- [Stored items]:
········

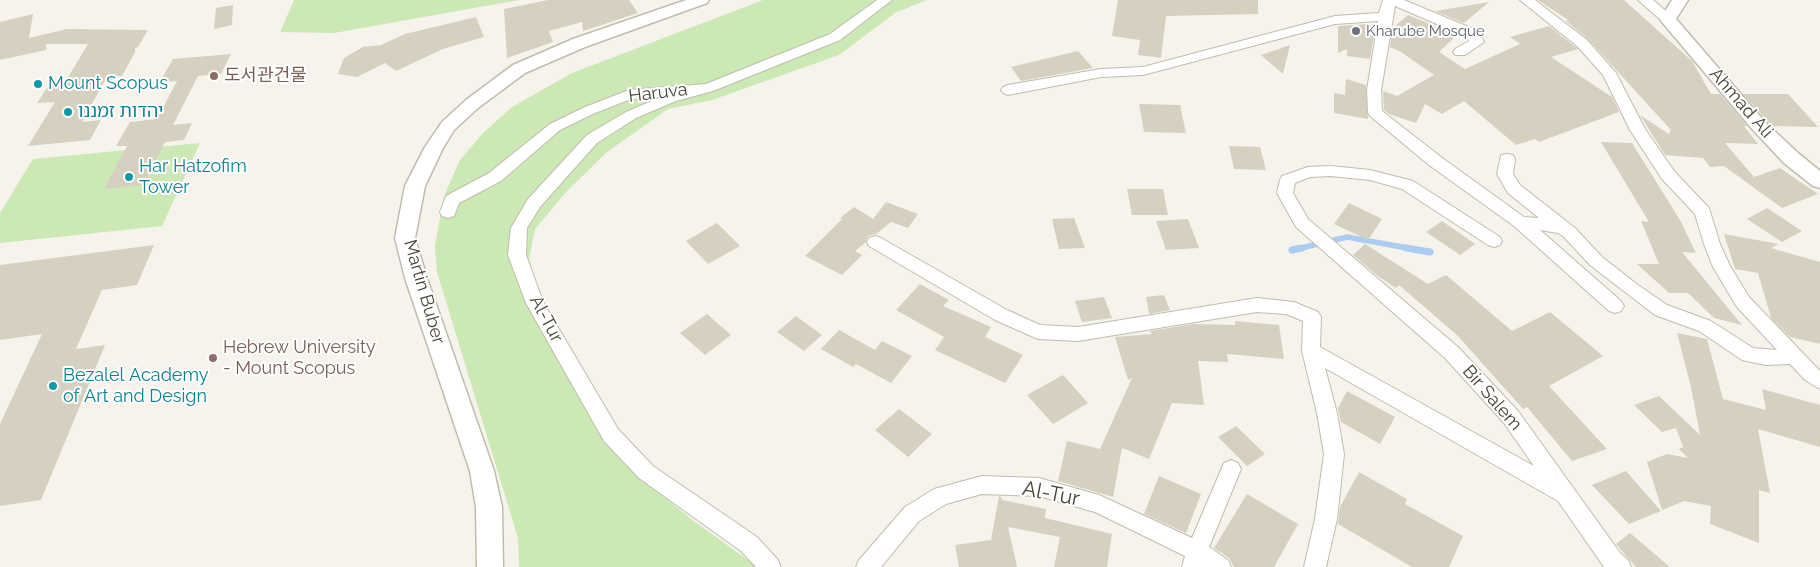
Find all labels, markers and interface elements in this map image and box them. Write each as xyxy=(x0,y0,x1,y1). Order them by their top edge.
place label: Kharube Mosque xyxy=(1366,22,1485,40)
marker: Kharube Mosque xyxy=(1350,25,1362,37)
street label: Ahmad Ali xyxy=(1705,64,1777,142)
place label: 도서관건물 xyxy=(224,65,307,87)
marker: 도서관건물 xyxy=(208,70,220,82)
place label: Mount Scopus xyxy=(48,73,168,95)
marker: Mount Scopus xyxy=(32,78,44,90)
street label: Haruva xyxy=(627,79,689,107)
place label: יהדות זמננו xyxy=(78,101,163,123)
marker: יהדות זמננו xyxy=(62,106,74,118)
place label: Har Hatzofim Tower xyxy=(139,156,247,198)
marker: Har Hatzofim Tower xyxy=(123,171,135,183)
street label: Martin Buber xyxy=(399,237,449,347)
street label: Al-Tur xyxy=(525,292,567,346)
place label: Hebrew University - Mount Scopus xyxy=(223,337,376,379)
marker: Hebrew University - Mount Scopus xyxy=(207,352,219,364)
street label: Bir Salem xyxy=(1458,361,1526,435)
place label: Bezalel Academy of Art and Design xyxy=(63,365,208,408)
marker: Bezalel Academy of Art and Design xyxy=(47,380,59,392)
street label: Al-Tur xyxy=(1020,476,1082,512)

········

- [EXERCISE REQUIREMENTS]:
Copy out all lines from the records where the word "זמננו" appears.

- [WRITTEN RESPONSE]:
place label: יהדות זמננו xyxy=(78,101,163,123)
marker: יהדות זמננו xyxy=(62,106,74,118)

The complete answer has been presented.